(Dataset entries)
******
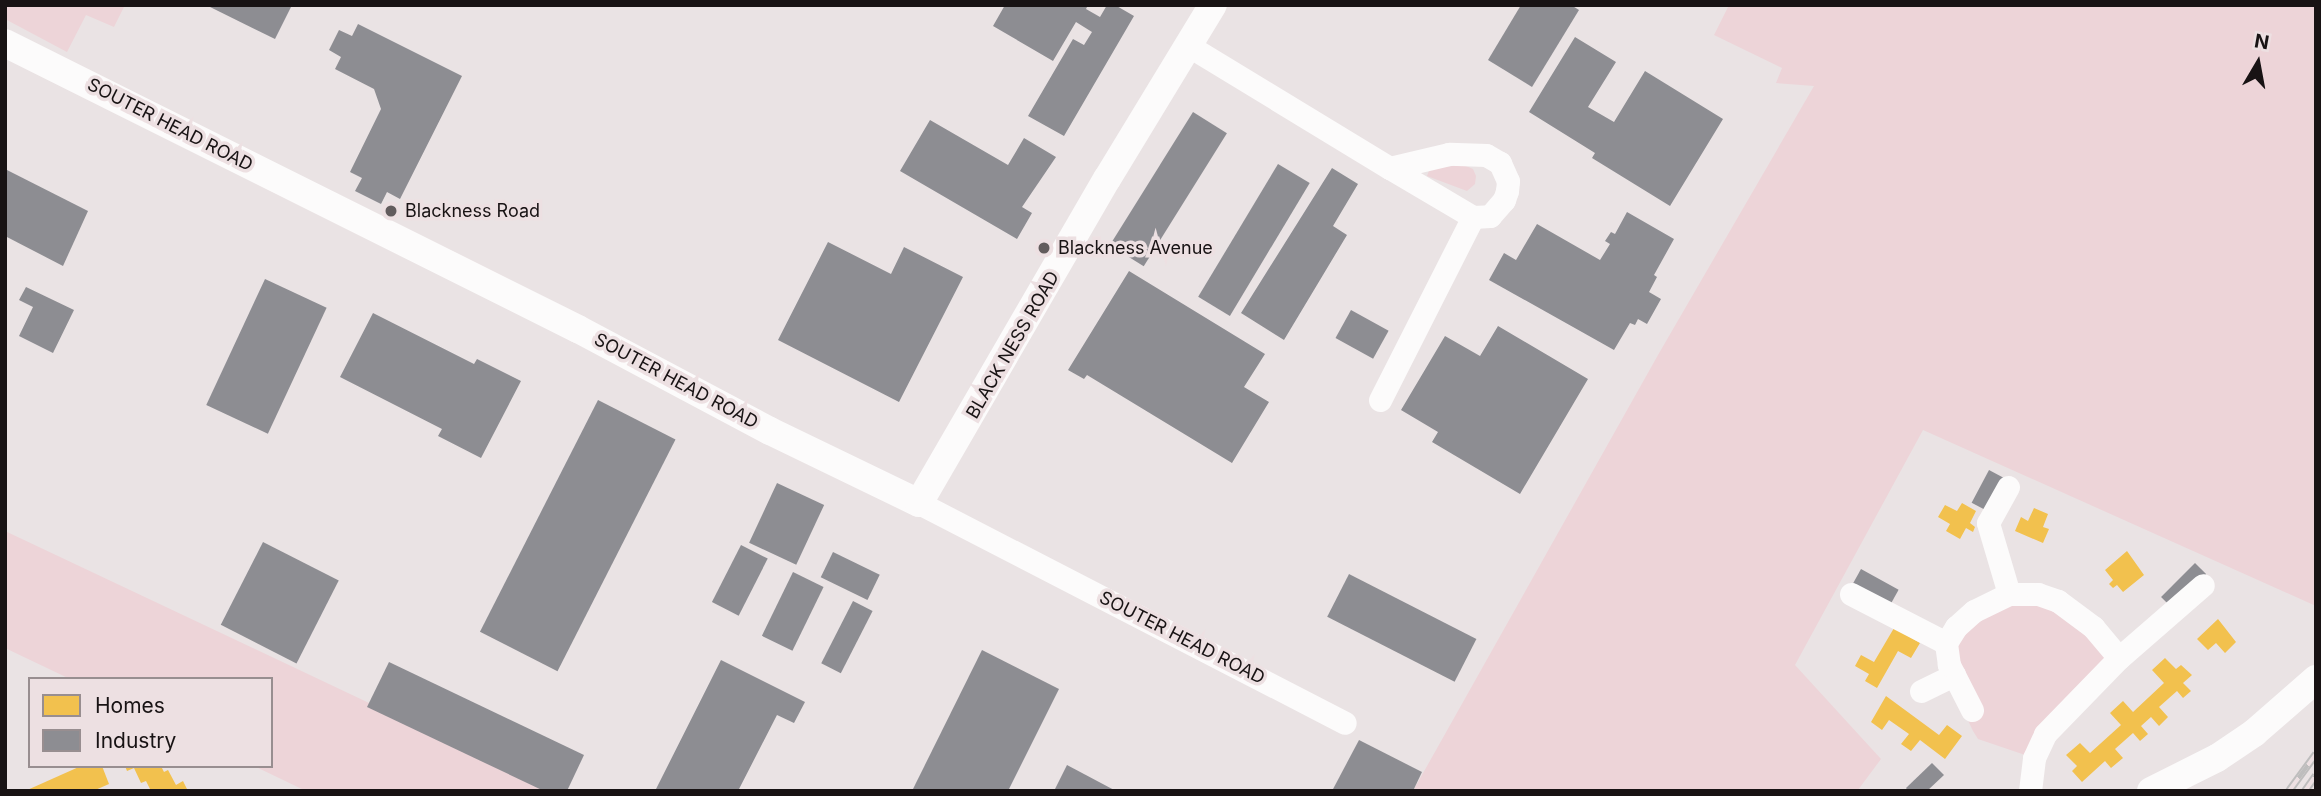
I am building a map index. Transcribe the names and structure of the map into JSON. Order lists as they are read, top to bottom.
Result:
{
  "streets": {
    "street": ["SOUTER HEAD ROAD", "BLACK NESS ROAD"]
  },
  "crossings": [
    ["SOUTER HEAD ROAD", "BLACK NESS ROAD"]
  ],
  "places": ["Blackness Road", "Blackness Avenue"],
  "legend": ["Homes", "Industry"],
  "north": "top"
}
******
Go through the data above and transcribe it in full, omitting any image.

I am building a map index. Transcribe the names and structure of the map into JSON. Order lists as they are read, top to bottom.
Result:
{
  "streets": {
    "street": ["SOUTER HEAD ROAD", "BLACK NESS ROAD"]
  },
  "crossings": [
    ["SOUTER HEAD ROAD", "BLACK NESS ROAD"]
  ],
  "places": ["Blackness Road", "Blackness Avenue"],
  "legend": ["Homes", "Industry"],
  "north": "top"
}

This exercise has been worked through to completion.